Mon reflet dans la vitre tremble et se dédouble sous les secousses de la vitesse, mon visage pâle, mes traits tirés, exposés sans pitié à la turbulence du déplacement. Et soudain, dans ce miroir mouvant et brutal, tout devient d’une évidence aveuglante.

J’ai ignoré ces signaux, ces petites voix intérieures, ces négligences accumulées, jusqu’à aujourd’hui. Jusqu’à cet instant précis. Mais maintenant, face à ce reflet et aux paroles cruelles de ces adolescentes, je ne peux plus feindre. Je suis cette femme que j’ai toujours évitée de voir.

Le bus ralentit pour approcher un feu rouge. Une longue traînée lumineuse, écarlate, s’étire dans l’habitacle, projetant une ombre allongée et dramatique sur mon visage, comme un voile, comme un signe du destin. Une étape franchie. Un point de non-retour. J’inspire profondément, à fond, comme pour la première fois, sentant mes poumons se gonfler d’un air neuf, d’une résolution nouvelle. C’est le moment. Plus d’attente.
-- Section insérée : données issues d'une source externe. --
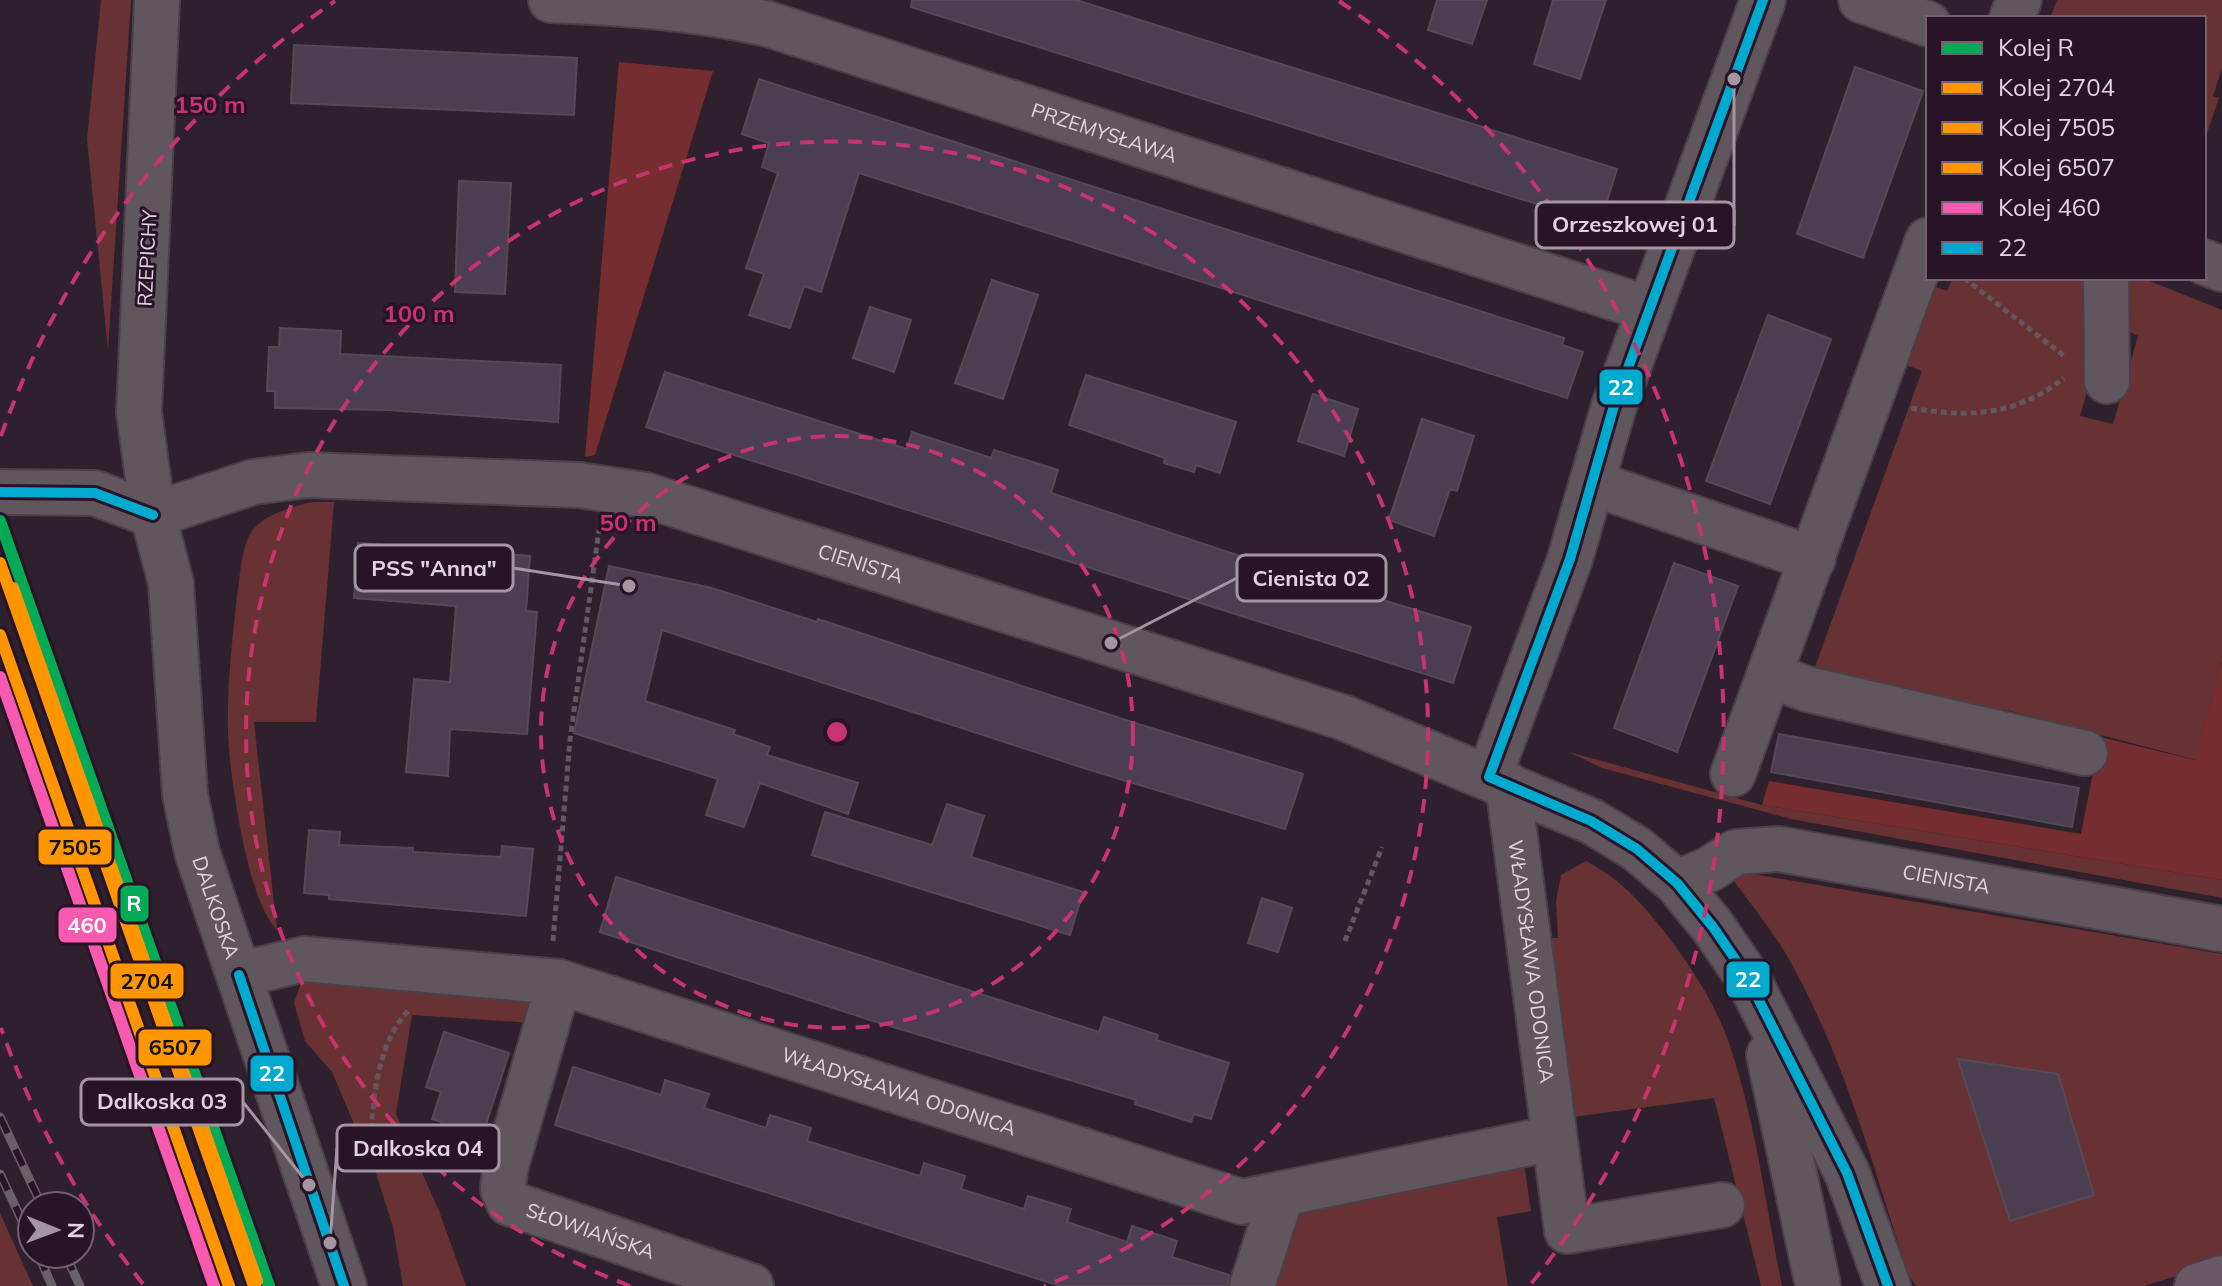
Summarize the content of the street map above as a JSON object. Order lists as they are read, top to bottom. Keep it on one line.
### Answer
{"streets":{"street":["PRZEMYSŁAWA","RZEPICHY","CIENISTA","DALKOSKA","WŁADYSŁAWA ODONICA","SŁOWIAŃSKA"]},"crossings":[["RZEPICHY","CIENISTA"],["RZEPICHY","DALKOSKA"],["CIENISTA","DALKOSKA"],["CIENISTA","WŁADYSŁAWA ODONICA"],["DALKOSKA","WŁADYSŁAWA ODONICA"],["WŁADYSŁAWA ODONICA","SŁOWIAŃSKA"]],"places":["Orzeszkowej 01","PSS \"Anna\"","Cienista 02","Dalkoska 03","Dalkoska 04"],"lines":["transit line 22","rail line R","rail line 2704","rail line 6507","rail line 7505","rail line 460"],"legend":["Kolej R","Kolej 2704","Kolej 7505","Kolej 6507","Kolej 460","22"],"north":"right","rings":["150 m","100 m","50 m"]}
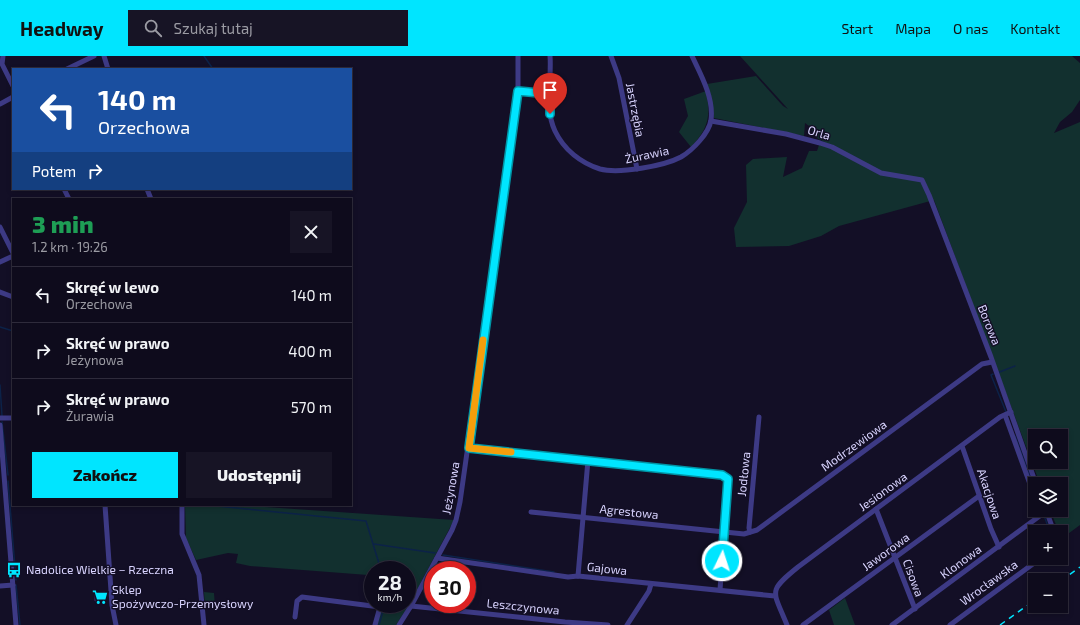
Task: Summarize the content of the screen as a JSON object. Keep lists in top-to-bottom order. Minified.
{"streets":{"street":["Jastrzębia","Orla","Żurawia","Borowa","Modrzewiowa","Jodłowa","Jeżynowa","Jesionowa","Akacjowa","Agrestowa","Jaworowa","Klonowa","Gajowa","Cisowa","Wrocławska","Leszczynowa"]},"crossings":[["Jastrzębia","Żurawia"],["Orla","Żurawia"],["Orla","Borowa"],["Borowa","Modrzewiowa"],["Borowa","Jesionowa"],["Modrzewiowa","Jodłowa"],["Modrzewiowa","Agrestowa"],["Jeżynowa","Gajowa"],["Jesionowa","Akacjowa"],["Jesionowa","Gajowa"],["Jesionowa","Cisowa"],["Akacjowa","Jaworowa"],["Akacjowa","Klonowa"],["Jaworowa","Cisowa"],["Klonowa","Cisowa"]],"places":{"bus stop":["Nadolice Wielkie – Rzeczna"],"supermarket":["Sklep Spożywczo-Przemysłowy"]},"page":{"header":"Headway","search":"Szukaj tutaj","nav":["Start","Mapa","O nas","Kontakt"],"turn":["140 m","Orzechowa"],"then":"Potem","heading":["3 min","1.2 km · 19:26"],"list":[{"name":"Skręć w lewo","note":"Orzechowa","value":"140 m"},{"name":"Skręć w prawo","note":"Jeżynowa","value":"400 m"},{"name":"Skręć w prawo","note":"Żurawia","value":"570 m"}],"map_buttons":["+","−"],"buttons":["Zakończ","Udostępnij"],"speed":"28 km/h","limit":"30"}}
Demain… Oui, demain, je refuse catégoriquement d’être encore cette femme-là, figée dans ce reflet pitoyable. Il est grand temps que je prenne soin de celle que je suis. Que je me redécouvre.

Le bus s’immobilise complètement. La lumière rouge du feu, intense et vive, inonde l’habitacle, baignant les visages d’une lueur artificielle. Elle glisse sur mes traits, traçant une frontière nette, invisible mais tangible, entre l’ombre d’hier et la lueur ténue de maintenant.

Je prends une inspiration profonde, longue, un souffle qui semble ouvrir une brèche dans ma poitrine, déchirer un voile. Comme si je respirais vraiment, pleinement, pour la première fois depuis des années.

Pas plus tard. Pas demain. Maintenant.

Avant même que ma pensée n’ait achevé de formuler l’intention, mes jambes bougent, poussant mon corps vers l’avant, vers la sortie. Un mouvement instinctif, irrépressible.

Il est l’heure de descendre. L’heure de naître à nouveau.